A helper function canAdvance(node, k) that returns the k-th node or null is a clean way to encapsulate this check. It also doubles as the pointer you hand off to the reversal step, so you avoid traversing the segment twice.

Standard iterative linked-list reversal works within the segment. Initialize prev = null (or the node that will follow the group) and cur = groupPrev.next. Iterate k times: save cur.next, point cur.next to prev, advance prev and cur. After k iterations, prev is the new head of the reversed segment.

One subtle but important detail: before reversing, save a reference to groupPrev.next. This node is the head of the current group and, after reversal, becomes the tail of that same group. You will need it immediately after reversal to reconnect groupPrev to the new head and to set the new tail's next pointer.

Setting the reversal boundary correctly is the most common source of bugs. The reversal loop should run exactly k times — not until cur is null, which would reverse the entire remaining list instead of just the group.

After reversing a k-node group, three pointer updates are required. First, groupPrev.next = newGroupHead reconnects the processed portion of the list to the reversed segment. Second, groupTail.next = nextGroupStart attaches the reversed segment to whatever comes after it, whether that is the next group or the unreversed remainder.

Finally, advance groupPrev = groupTail to set up for the next iteration. The loop then repeats: count k nodes from groupPrev.next, reverse if possible, reconnect, advance groupPrev.

A common off-by-one arises when groupTail.next is not set before the reversal reuses that pointer.

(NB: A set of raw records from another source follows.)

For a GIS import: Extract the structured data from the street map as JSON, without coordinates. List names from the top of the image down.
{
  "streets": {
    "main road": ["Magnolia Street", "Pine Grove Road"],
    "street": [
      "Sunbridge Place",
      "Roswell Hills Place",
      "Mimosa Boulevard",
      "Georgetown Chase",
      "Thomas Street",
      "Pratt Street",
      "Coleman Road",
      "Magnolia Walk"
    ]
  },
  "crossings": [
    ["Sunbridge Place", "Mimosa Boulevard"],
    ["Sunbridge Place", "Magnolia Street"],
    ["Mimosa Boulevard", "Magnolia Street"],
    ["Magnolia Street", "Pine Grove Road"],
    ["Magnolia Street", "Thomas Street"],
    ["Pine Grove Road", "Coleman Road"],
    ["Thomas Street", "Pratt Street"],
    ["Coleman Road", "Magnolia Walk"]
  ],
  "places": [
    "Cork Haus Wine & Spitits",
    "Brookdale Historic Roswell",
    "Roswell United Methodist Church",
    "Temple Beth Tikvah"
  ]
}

Always capture nextGroupStart = kthNode.next before reversing, since the reversal will overwrite kthNode.next.

In Python: create dummy, set groupPrev = dummy. In a while loop, call a helper to get the k-th node from groupPrev.next; if None, break. Capture groupTail = groupPrev.next and nextStart = kthNode.next. Reverse from groupTail k times using prev = nextStart as the sentinel. Then groupPrev.next = prev (new head), groupTail.next = nextStart (already set by reversal), groupPrev = groupTail. Return dummy.next. Time O(n), space O(1).

In Java: same structure — a ListNode dummy, a while loop guarded by a getKth helper returning null when fewer than k nodes remain. The reversal inner loop runs exactly k times. The reconnection lines mirror Python. Both solutions are around 20-25 lines of clean code.

A subtle Java pitfall: initialize prev = nextStart inside the reversal, not null. If you initialize prev = null the last node of the group incorrectly points to null instead of the start of the next group, breaking the list silently.

Reverse Nodes in k-Group sits at the top of the linked list difficulty ladder. The skills it demands — dummy nodes, segment reversal, and multi-pointer reconnection — transfer directly to several other hard problems.

Reverse Linked List II (LeetCode 92) asks you to reverse a sublist between positions left and right. The segment reversal code is nearly identical; the difference is you do it exactly once and the boundary is given by indices rather than being repeated every k nodes. Reorder List (LeetCode 143) requires splitting the list at the midpoint, reversing the second half, and merging the two halves — another multi-phase pointer problem.

Merge k Sorted Lists (LeetCode 23) is the canonical hard divide-and-conquer linked list problem. While it does not involve reversal, the pointer-splicing mindset from k-Group applies. Together these four problems represent the hard linked list family that appears most often in senior engineering interviews.